START INPUT DATA

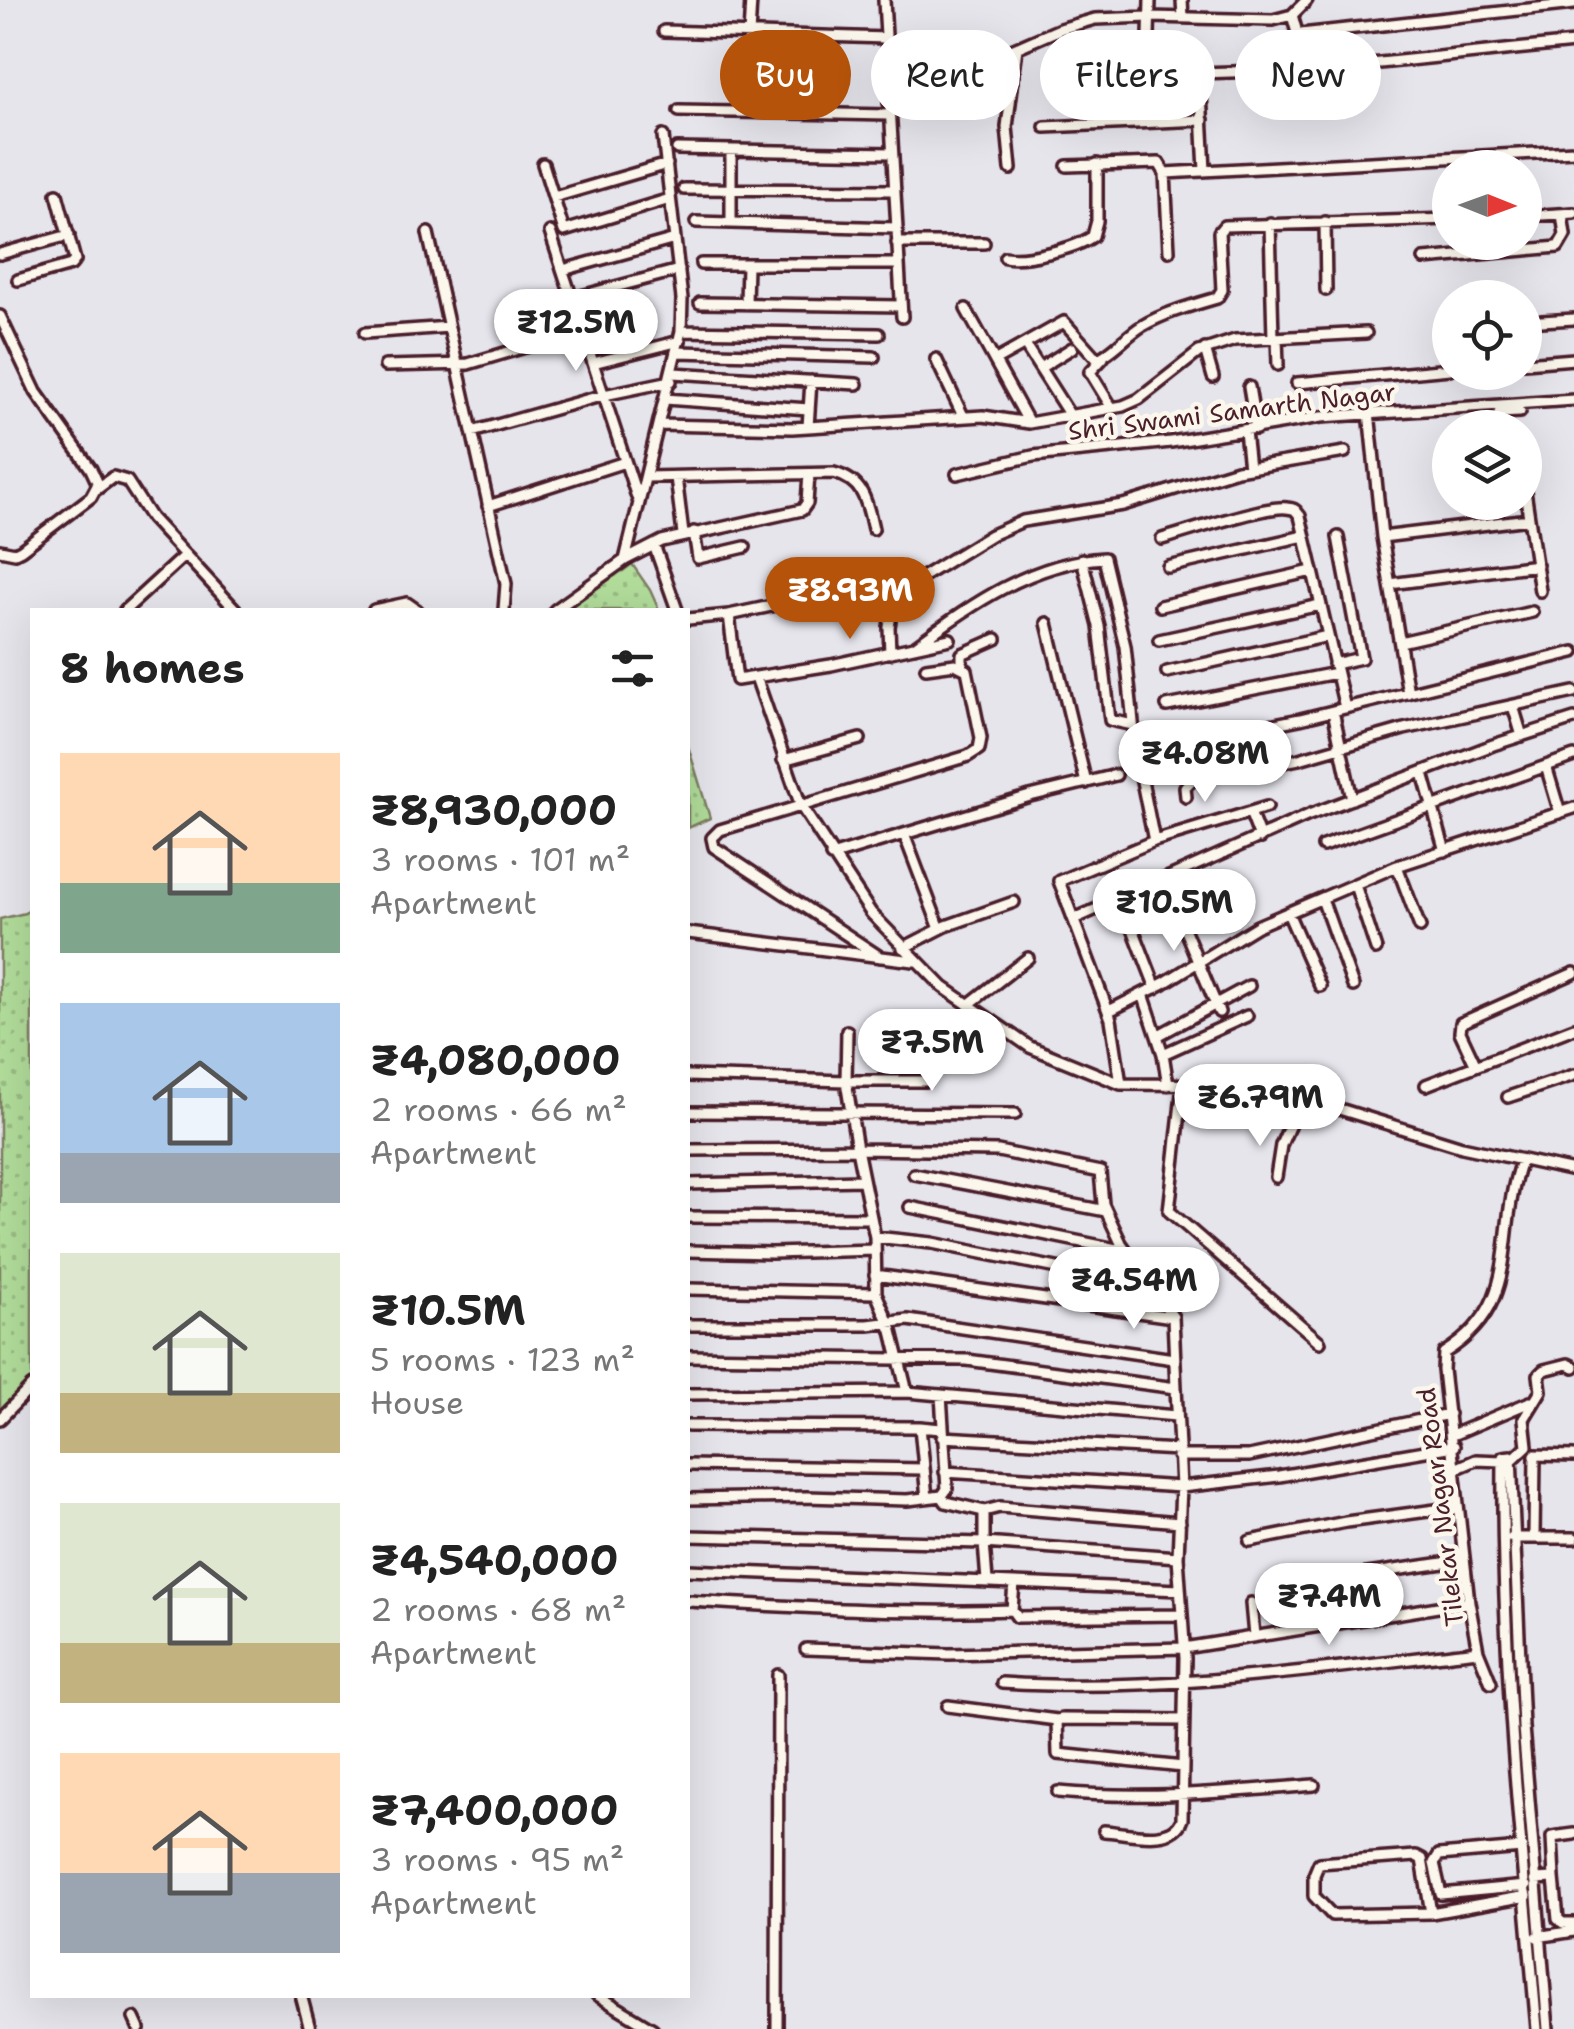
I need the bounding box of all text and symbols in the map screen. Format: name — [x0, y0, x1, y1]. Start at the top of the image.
chip: Buy — [720, 30, 851, 120]
chip: Rent — [871, 30, 1020, 120]
chip: Filters — [1040, 30, 1215, 120]
chip: New — [1235, 30, 1381, 120]
north arrow — [1432, 150, 1542, 260]
map controls — [1432, 150, 1542, 520]
button: locate — [1432, 280, 1542, 390]
pin: ₹12.5M — [495, 289, 657, 374]
text: ₹12.5M — [516, 300, 636, 343]
street label: Shri Swami Samarth Nagar — [1066, 374, 1398, 448]
button: layers — [1432, 410, 1542, 520]
pin: ₹8.93M — [769, 557, 931, 642]
text: ₹8.93M — [787, 568, 913, 611]
text: 8 homes — [60, 640, 245, 696]
icon: filters — [605, 641, 660, 696]
pin: ₹4.08M — [1124, 720, 1286, 805]
text: ₹4.08M — [1141, 731, 1269, 774]
text: ₹8,930,000 — [370, 782, 617, 838]
icon: home — [140, 793, 260, 913]
text: 3 rooms · 101 m² — [370, 838, 630, 881]
pin: ₹10.5M — [1093, 869, 1255, 954]
text: ₹10.5M — [1115, 880, 1233, 923]
text: Apartment — [370, 881, 537, 924]
pin: ₹7.5M — [862, 1009, 1002, 1094]
text: ₹7.5M — [880, 1020, 984, 1063]
text: ₹4,080,000 — [370, 1032, 621, 1088]
icon: home — [140, 1043, 260, 1163]
pin: ₹6.79M — [1179, 1064, 1341, 1149]
text: ₹6.79M — [1196, 1075, 1324, 1118]
text: 2 rooms · 66 m² — [370, 1088, 627, 1131]
text: Apartment — [370, 1131, 537, 1174]
pin: ₹4.54M — [1053, 1247, 1215, 1332]
text: ₹4.54M — [1070, 1258, 1198, 1301]
text: ₹10.5M — [370, 1282, 526, 1338]
icon: home — [140, 1293, 260, 1413]
text: 5 rooms · 123 m² — [370, 1338, 635, 1381]
text: House — [370, 1381, 464, 1424]
street label: Tilekar Nagar Road — [1408, 1386, 1471, 1628]
text: ₹4,540,000 — [370, 1532, 619, 1588]
icon: home — [140, 1543, 260, 1663]
pin: ₹7.4M — [1259, 1563, 1399, 1648]
text: ₹7.4M — [1277, 1574, 1381, 1617]
text: 2 rooms · 68 m² — [370, 1588, 626, 1631]
text: Apartment — [370, 1631, 537, 1674]
text: ₹7,400,000 — [370, 1782, 619, 1838]
icon: home — [140, 1793, 260, 1913]
text: 3 rooms · 95 m² — [370, 1838, 624, 1881]
text: Apartment — [370, 1881, 537, 1924]

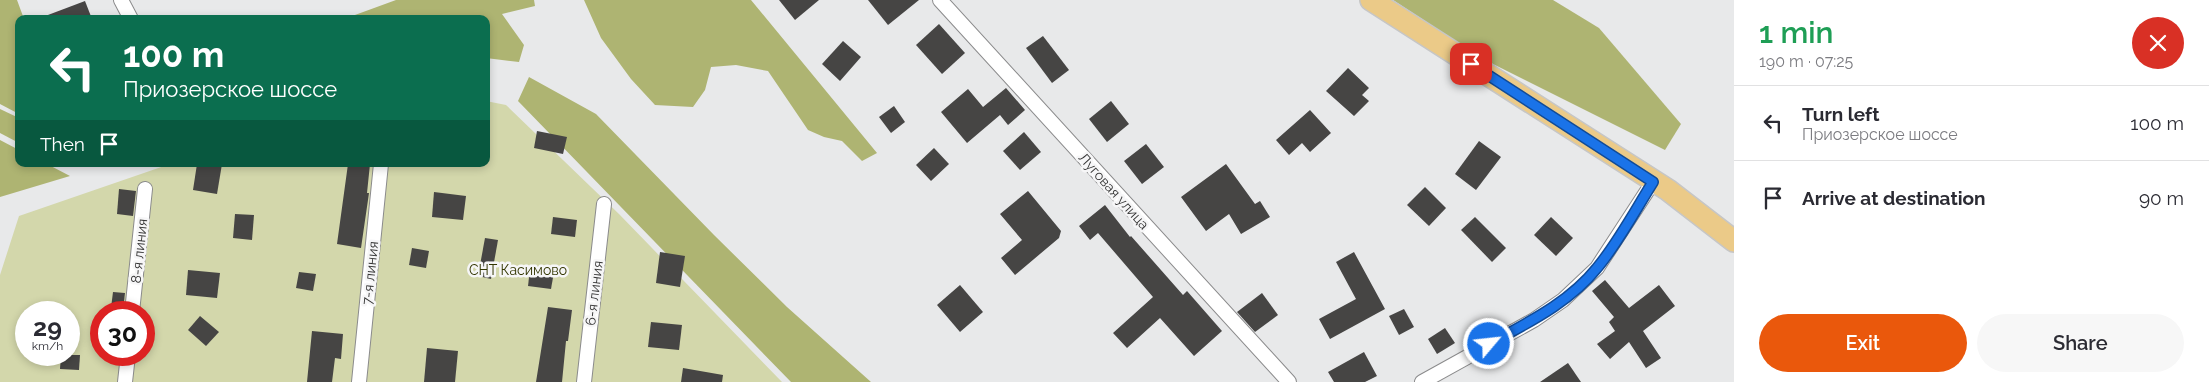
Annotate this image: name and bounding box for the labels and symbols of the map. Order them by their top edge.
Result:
pin [1450,43,1492,85]
street label: Луговая улица [1076,150,1152,232]
street label: 8-я линия [128,218,150,284]
street label: 7-я линия [359,240,381,306]
street label: 6-я линия [582,260,606,326]
park label: СНТ Касимово [469,262,567,278]
speed limit sign: 30 [90,301,155,366]
position arrow [1462,317,1514,369]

END INPUT DATA

### EXERCISE REQUIREMENTS
Repeat exactly, and only, the lines from the line containing "Annotate this image: name" through the last line of the records above, both included.

### ANSWER TO THIS EXERCISE
Annotate this image: name and bounding box for the labels and symbols of the map. Order them by their top edge.
Result:
pin [1450,43,1492,85]
street label: Луговая улица [1076,150,1152,232]
street label: 8-я линия [128,218,150,284]
street label: 7-я линия [359,240,381,306]
street label: 6-я линия [582,260,606,326]
park label: СНТ Касимово [469,262,567,278]
speed limit sign: 30 [90,301,155,366]
position arrow [1462,317,1514,369]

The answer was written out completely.